Outras eram lembranças de um lugar qualquer, pouco a pouco, tempo a tempo, as casas, as ruas, os carros, os poucos carros, os sofás, as camas, o chão batido de terra, o forro de madeira. E as falas de feliz dia, feliz aniversário, feliz dia dos pais, feliz dia das mães. Apenas feliz. Era isso.

E as principais, as que pausadamente, feito uma caixinha de música iam e vinham, eram as imagens que marcariam para sempre as memórias, a memória que eu tinha, a memória que eu não tinha e a que eu queria ter.

Imagens de rostos, de pessoas passando feito um carrossel ao meu redor, rodando, rodopiando e de longe, lá de longe um algodão-doce enchia a boca de alegria, e essas pessoas iam acenando, sorrindo, cantando e girando no lugar onde eu estava, onde eu vivi.

Como eu imaginava que seria o céu...As imagens da janela de um carro em movimento, as lembranças tecendo uma figura, um fio condutor que me levaria de volta ao mais precioso dos tempos, ao mais precioso dos lugares: ao coração.

terça-feira, 27 de agosto de 2013

Pé de Manga

Eram mais ou menos os dias quentes de um verão qualquer. A tarde quase depois do almoço, quase depois do sono ia chegando sonolenta, a passos lentos, como quem está com preguiça de andar no calor de um sol escaldante.
Embaixo de um pé de manga tinha uma sombra fresca, dessas tão frescas e tão boas que pareciam o suco de limão que a vó fazia, que parecia travesseiro fofo, que parecia lençol lavado e secando no varal, de tão fresca e de tão aconchegante.
O pé de manga ficava no sítio onde passávamos as férias da escola, onde a gente se distraía dos lápis, imaginando que ao invés de contas e cálculos, ele podia ser amigo da borracha e se tornar um herói, um lutador que salvava a canetinha rosa das garras de uma bic sem tampa. Nas férias de verão no sítio, perto do pé de manga, o caderno servia para servir as folhas para se transformarem em barcos de papel que iam, riozinho abaixo junto com as histórias que contávamos.
Nesse sítio e perto do pé de manga tinha uma casinha de madeira, dessas que a gente quer viver no verão porque tem frestas em todos os lados e dessas que a gente quer viver no inverno porque tem forno à lenha e um cheiro de bolo de fubá que toma os olfatos e nos faz fechar os olhos. Involuntáriamente.
Nessa casinha morava dona Nenê, uma senhora gorda, baixa, negra e que tinha apenas dois dentes e um sorriso largo.

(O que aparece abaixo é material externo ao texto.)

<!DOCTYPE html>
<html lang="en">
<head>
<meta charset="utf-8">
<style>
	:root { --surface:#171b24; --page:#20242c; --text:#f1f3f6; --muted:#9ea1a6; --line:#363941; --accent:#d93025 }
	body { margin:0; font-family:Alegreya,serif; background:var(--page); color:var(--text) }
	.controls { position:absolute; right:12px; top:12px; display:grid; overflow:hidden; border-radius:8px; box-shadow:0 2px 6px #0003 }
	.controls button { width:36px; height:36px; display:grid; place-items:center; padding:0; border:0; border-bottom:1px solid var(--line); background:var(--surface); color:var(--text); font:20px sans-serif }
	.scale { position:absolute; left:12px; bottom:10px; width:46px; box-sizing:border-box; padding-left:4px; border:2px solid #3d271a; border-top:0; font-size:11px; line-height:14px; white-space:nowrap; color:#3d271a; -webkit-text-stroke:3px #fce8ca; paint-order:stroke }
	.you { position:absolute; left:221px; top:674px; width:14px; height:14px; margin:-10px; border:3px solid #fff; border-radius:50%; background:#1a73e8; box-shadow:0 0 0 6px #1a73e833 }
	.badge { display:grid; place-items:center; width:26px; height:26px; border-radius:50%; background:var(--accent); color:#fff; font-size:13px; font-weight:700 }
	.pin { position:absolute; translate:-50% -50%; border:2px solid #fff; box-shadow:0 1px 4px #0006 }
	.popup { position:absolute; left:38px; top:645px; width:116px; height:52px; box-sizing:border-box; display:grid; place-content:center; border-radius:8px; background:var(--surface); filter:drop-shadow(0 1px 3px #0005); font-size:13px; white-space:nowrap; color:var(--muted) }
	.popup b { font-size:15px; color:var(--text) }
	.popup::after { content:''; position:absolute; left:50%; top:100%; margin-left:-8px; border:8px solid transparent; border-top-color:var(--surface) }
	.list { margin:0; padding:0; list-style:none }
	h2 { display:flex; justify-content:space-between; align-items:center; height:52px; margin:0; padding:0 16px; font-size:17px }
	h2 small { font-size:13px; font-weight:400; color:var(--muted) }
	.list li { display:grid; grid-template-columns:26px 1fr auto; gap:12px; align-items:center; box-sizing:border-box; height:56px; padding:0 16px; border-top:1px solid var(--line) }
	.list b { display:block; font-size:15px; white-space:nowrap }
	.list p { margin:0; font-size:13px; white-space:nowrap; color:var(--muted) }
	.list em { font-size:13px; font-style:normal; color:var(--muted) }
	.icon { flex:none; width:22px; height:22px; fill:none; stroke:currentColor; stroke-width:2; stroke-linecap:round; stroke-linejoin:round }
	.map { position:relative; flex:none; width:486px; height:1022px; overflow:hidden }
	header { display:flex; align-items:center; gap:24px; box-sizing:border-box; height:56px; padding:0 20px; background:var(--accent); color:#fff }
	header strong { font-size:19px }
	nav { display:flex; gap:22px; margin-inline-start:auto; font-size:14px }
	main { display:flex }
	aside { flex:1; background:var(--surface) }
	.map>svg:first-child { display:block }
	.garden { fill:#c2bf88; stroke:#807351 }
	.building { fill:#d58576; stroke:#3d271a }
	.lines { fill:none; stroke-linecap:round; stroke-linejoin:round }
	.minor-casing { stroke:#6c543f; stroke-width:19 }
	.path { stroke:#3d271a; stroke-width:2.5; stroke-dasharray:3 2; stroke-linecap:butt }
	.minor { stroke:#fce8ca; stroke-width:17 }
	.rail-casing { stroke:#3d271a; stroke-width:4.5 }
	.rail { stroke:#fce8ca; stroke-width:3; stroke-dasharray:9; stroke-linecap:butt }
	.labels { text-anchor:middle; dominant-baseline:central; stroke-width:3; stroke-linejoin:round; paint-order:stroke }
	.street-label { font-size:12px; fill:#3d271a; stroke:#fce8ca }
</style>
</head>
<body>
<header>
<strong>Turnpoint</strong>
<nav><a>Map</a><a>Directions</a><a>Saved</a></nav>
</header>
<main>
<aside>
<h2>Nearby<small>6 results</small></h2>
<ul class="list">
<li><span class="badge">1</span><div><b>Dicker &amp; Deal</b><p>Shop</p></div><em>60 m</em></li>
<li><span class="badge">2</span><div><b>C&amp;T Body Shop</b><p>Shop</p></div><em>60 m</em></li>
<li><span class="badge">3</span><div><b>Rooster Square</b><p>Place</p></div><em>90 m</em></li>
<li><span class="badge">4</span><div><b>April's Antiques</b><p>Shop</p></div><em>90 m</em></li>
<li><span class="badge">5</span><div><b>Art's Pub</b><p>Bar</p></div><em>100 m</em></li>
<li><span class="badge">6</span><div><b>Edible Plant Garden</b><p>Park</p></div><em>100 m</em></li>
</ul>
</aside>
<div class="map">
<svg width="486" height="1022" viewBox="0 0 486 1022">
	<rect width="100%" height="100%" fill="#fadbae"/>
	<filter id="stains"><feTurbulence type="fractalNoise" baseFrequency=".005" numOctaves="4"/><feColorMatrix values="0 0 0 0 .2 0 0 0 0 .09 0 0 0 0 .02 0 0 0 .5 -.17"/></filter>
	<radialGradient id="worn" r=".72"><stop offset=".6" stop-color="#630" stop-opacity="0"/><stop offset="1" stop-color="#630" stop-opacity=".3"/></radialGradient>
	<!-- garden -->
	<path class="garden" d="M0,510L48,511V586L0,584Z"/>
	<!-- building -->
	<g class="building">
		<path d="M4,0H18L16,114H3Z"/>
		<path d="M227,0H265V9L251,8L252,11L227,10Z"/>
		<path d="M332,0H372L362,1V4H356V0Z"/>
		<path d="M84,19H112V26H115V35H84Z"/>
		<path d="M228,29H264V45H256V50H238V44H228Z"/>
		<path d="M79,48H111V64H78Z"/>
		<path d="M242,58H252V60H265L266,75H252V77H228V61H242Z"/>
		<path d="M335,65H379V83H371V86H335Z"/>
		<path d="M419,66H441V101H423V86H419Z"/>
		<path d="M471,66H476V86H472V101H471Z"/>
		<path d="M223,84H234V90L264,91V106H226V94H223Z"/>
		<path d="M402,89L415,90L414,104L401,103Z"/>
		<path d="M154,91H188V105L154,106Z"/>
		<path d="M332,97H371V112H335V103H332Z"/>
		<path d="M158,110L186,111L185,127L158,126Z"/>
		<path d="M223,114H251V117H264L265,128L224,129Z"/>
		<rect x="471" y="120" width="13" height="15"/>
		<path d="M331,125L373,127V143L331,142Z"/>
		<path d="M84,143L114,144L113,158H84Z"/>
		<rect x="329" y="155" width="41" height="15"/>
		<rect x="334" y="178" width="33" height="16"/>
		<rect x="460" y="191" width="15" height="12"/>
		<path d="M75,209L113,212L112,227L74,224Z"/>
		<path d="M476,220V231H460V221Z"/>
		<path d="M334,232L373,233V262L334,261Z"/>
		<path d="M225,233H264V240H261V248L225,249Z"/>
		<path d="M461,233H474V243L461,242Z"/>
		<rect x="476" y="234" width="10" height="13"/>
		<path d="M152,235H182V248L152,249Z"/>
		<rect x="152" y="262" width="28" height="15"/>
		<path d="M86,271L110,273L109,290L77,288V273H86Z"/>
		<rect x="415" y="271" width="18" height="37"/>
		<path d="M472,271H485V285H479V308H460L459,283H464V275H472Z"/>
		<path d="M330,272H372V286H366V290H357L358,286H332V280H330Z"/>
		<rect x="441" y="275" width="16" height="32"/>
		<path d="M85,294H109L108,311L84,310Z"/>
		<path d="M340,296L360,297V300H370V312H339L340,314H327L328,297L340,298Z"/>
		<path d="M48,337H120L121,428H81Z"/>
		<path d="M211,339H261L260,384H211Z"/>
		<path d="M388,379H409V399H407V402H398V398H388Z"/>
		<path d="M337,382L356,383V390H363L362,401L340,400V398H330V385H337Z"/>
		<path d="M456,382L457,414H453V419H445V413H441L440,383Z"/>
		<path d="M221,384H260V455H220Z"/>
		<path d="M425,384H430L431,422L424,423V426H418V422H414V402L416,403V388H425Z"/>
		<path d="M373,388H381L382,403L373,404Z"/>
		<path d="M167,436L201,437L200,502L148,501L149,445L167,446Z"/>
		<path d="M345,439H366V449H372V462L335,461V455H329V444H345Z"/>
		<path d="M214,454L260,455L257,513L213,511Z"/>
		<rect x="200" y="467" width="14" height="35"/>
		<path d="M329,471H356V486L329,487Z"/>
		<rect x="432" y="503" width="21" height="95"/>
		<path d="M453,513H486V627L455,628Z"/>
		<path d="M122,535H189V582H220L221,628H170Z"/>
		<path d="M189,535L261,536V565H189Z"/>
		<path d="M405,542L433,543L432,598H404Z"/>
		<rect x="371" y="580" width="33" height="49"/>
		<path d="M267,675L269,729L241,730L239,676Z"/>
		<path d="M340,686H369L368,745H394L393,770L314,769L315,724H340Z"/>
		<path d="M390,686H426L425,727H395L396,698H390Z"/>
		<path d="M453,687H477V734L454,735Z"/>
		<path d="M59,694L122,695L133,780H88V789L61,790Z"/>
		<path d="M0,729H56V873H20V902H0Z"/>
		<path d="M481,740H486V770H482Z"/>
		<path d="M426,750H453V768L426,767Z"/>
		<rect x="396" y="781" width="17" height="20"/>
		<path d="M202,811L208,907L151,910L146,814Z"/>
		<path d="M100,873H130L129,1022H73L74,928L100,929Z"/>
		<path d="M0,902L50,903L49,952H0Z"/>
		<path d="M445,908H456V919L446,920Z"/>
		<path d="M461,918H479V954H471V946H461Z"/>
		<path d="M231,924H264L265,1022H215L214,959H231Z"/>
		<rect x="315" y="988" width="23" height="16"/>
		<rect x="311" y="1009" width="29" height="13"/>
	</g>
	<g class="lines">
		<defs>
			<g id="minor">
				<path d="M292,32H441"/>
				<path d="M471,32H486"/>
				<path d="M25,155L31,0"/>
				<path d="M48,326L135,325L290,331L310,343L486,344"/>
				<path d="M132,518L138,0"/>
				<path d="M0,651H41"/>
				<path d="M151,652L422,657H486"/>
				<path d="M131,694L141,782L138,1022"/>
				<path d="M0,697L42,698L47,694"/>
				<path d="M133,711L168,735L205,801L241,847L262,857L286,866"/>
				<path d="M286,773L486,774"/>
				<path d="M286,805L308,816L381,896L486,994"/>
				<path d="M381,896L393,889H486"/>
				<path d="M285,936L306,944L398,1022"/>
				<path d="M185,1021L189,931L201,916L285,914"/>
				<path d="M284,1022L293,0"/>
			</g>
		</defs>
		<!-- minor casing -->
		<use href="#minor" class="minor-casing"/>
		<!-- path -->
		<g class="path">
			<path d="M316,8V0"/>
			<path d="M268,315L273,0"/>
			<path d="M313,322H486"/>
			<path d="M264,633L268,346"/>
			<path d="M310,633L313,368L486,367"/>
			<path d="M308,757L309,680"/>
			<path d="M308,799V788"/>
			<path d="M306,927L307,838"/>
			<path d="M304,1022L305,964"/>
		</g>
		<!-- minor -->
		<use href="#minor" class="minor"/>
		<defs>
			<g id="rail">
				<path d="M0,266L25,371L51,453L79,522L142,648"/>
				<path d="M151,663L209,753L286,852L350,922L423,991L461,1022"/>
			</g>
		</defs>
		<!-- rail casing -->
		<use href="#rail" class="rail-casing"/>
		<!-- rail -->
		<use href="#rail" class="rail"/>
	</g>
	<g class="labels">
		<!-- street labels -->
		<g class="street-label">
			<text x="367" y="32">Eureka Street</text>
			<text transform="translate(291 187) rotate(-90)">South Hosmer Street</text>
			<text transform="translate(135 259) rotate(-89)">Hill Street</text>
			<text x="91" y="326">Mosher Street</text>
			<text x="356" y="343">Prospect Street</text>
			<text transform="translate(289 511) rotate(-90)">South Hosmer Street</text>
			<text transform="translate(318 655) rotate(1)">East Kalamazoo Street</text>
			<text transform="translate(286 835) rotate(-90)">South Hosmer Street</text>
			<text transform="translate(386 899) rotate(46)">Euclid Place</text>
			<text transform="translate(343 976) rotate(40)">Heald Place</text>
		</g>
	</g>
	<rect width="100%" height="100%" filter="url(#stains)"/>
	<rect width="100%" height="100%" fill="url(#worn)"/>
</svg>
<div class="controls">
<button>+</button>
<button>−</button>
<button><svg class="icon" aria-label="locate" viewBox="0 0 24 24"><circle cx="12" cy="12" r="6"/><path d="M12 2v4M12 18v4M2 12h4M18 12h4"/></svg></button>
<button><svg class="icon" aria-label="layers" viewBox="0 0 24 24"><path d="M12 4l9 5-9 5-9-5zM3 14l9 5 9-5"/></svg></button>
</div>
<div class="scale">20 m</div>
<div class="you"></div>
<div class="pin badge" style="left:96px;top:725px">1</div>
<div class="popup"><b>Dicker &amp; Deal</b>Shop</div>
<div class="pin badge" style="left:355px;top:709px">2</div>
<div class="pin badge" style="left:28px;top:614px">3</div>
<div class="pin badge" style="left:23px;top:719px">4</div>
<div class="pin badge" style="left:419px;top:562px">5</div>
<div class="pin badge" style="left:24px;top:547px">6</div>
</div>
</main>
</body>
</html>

Sorria assim, com a alma toda, com o corpo todo quando a gente chegava e tinha lá seus sessenta e todos os anos.
Dona Nenê morava nessa casinha de madeira com frestas por todos os lados que eu via o vento entrar e insistir em dançar com o fogo do fogão à lenha. Eles dançavam nesses dias de calor de um lado para o outro. O pouco vento que entrava tocava gentilmente esse fogo, como se pedisse a honra de poder dançar. E era tanto desejo que a lenha estalava pequenas estrelinhas de calor que eu imagina ser o amor de ambos, a necessidade que tinham de terem um ao outro.
Nas férias no sítio ao pé de mangueira, Dona Nenê nos vinha servir um sorvetinho que ela fazia em modestas forminhas de gelo. Sorvetinho feito de água, açúcar queimado, côco ralado e leite. Eu ainda hoje sinto o sabor desse sorvete lambido com a alma infantil que eu tinha e com o vento tocando os cabelos, emaranhando-os aos poucos, roubando e levando o perfume do shampoo aos quatro cantos.
Nessas férias de verão, o pé de mangueira era a nossa casa. E ali a gente morava, fazia casinha, bolinhos de terra e sentia que nada, nada de ruim no mundo poderia nos acontecer.